== Exercise data

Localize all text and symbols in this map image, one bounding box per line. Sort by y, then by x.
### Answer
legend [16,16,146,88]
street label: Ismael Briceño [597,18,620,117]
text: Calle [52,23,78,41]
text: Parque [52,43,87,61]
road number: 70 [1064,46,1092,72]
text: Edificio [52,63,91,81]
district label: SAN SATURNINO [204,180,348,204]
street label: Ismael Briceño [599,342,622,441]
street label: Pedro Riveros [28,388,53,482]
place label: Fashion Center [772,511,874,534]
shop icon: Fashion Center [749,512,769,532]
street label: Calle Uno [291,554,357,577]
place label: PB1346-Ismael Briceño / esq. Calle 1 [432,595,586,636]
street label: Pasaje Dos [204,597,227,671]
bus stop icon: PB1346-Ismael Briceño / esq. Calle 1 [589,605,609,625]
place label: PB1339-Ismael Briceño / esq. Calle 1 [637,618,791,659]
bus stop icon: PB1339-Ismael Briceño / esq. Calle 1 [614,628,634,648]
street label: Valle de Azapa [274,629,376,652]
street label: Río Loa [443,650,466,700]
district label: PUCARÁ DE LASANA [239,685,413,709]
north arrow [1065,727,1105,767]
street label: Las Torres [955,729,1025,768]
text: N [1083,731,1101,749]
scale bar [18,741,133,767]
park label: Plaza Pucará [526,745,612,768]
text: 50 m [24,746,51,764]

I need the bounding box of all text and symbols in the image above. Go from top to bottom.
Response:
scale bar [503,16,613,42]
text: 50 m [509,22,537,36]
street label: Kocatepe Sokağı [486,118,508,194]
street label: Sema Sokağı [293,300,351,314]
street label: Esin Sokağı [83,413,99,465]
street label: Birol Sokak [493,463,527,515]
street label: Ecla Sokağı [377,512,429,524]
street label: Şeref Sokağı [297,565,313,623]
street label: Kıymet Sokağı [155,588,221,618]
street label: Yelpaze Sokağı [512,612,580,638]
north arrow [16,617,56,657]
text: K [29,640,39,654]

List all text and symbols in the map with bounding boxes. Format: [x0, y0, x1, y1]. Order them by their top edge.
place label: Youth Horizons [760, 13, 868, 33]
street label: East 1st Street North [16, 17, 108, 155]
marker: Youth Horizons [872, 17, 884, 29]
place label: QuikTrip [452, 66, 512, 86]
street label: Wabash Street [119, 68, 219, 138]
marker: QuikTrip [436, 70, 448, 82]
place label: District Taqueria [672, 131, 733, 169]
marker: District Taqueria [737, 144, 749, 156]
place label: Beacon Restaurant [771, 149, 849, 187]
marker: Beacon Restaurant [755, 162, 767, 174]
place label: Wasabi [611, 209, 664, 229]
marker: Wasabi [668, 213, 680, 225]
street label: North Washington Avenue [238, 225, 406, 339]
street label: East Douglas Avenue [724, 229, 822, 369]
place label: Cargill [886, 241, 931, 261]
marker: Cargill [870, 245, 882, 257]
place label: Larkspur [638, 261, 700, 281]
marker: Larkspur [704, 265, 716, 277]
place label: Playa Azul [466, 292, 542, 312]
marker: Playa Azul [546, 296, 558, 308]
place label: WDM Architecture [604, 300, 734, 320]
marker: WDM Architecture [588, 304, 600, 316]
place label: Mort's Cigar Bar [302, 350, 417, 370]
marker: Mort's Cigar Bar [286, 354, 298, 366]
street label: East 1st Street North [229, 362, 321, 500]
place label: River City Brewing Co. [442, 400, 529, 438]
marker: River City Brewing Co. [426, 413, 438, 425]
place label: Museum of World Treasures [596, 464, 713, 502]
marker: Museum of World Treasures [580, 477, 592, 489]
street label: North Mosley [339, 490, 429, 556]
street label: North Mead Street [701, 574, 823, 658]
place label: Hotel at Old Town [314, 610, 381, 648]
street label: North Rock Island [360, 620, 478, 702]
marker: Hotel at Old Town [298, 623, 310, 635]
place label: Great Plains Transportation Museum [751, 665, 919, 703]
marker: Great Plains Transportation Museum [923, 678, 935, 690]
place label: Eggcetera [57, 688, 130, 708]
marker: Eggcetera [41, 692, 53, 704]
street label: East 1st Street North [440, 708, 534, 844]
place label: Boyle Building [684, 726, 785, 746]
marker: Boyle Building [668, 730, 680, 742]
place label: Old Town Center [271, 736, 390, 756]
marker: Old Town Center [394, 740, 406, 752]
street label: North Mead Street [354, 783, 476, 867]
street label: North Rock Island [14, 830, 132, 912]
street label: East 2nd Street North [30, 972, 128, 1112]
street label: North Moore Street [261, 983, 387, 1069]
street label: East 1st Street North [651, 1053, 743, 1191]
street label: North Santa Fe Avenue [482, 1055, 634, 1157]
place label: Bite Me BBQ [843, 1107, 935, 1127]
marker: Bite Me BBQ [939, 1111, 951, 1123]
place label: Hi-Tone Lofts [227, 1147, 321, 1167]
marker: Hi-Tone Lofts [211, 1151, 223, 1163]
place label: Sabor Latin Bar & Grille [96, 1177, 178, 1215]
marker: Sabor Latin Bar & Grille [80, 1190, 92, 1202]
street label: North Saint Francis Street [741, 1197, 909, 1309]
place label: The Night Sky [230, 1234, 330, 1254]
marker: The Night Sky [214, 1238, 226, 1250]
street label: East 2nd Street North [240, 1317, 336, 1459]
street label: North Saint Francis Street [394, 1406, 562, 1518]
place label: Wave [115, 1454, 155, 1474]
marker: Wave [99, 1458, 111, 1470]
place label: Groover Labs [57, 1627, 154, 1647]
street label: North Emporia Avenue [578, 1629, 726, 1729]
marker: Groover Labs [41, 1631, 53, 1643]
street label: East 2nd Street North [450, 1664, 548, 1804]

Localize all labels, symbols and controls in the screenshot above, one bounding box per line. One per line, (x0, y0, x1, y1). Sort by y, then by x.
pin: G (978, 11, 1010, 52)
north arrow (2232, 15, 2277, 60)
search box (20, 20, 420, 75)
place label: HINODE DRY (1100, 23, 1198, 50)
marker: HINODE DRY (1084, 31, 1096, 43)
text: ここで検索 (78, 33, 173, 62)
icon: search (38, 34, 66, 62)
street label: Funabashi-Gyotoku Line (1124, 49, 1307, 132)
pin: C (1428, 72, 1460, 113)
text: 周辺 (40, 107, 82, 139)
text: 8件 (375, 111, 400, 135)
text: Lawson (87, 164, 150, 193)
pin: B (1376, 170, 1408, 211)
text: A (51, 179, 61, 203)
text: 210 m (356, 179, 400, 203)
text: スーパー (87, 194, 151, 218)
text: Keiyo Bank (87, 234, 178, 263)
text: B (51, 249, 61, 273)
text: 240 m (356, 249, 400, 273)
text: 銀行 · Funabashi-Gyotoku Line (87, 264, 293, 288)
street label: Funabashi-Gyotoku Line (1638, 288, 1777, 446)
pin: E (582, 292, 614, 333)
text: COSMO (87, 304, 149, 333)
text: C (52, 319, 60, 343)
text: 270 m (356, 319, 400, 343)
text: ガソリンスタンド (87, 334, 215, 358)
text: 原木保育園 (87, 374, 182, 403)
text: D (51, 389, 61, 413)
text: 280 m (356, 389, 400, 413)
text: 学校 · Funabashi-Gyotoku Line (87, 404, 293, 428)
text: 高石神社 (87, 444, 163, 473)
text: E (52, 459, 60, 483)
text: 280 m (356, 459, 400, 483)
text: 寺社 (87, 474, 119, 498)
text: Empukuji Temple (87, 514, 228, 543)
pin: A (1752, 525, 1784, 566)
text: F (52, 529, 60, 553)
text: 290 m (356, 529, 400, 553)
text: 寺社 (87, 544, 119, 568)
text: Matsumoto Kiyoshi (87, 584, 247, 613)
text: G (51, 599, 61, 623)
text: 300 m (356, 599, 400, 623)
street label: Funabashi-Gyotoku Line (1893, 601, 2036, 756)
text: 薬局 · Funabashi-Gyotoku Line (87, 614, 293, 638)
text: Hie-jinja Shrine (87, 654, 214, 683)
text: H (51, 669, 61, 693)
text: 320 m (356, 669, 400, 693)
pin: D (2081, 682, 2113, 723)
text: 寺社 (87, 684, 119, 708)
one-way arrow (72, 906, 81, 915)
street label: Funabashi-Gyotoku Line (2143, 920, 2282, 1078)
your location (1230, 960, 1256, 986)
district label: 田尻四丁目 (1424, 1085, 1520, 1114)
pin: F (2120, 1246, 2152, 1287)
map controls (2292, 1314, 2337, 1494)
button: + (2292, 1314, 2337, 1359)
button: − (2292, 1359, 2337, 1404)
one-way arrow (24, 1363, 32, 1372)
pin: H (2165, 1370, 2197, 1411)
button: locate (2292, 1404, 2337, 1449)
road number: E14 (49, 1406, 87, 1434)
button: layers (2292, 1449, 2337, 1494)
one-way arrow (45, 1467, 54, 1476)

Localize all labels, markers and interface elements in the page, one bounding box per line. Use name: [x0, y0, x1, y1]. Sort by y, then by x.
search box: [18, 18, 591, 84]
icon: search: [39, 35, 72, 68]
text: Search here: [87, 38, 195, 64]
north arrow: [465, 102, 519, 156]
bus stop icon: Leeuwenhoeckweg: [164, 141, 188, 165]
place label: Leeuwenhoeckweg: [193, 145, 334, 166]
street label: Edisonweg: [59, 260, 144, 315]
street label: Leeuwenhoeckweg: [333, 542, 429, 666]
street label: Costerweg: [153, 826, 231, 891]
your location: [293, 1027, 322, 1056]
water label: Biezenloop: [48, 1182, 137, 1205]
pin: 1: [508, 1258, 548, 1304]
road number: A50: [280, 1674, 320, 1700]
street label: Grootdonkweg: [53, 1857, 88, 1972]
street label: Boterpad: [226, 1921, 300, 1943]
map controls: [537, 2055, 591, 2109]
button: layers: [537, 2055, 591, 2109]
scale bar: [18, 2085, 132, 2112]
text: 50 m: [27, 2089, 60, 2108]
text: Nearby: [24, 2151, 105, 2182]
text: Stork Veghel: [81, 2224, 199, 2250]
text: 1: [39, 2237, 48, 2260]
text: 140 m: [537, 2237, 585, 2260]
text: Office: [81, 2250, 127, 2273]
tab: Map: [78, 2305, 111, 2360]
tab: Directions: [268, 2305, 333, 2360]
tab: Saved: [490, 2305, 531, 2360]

====

_What to do_:
Lines holding "Groover": copy each one from the records above.

_Exercise result_:
place label: Groover Labs [57, 1627, 154, 1647]
marker: Groover Labs [41, 1631, 53, 1643]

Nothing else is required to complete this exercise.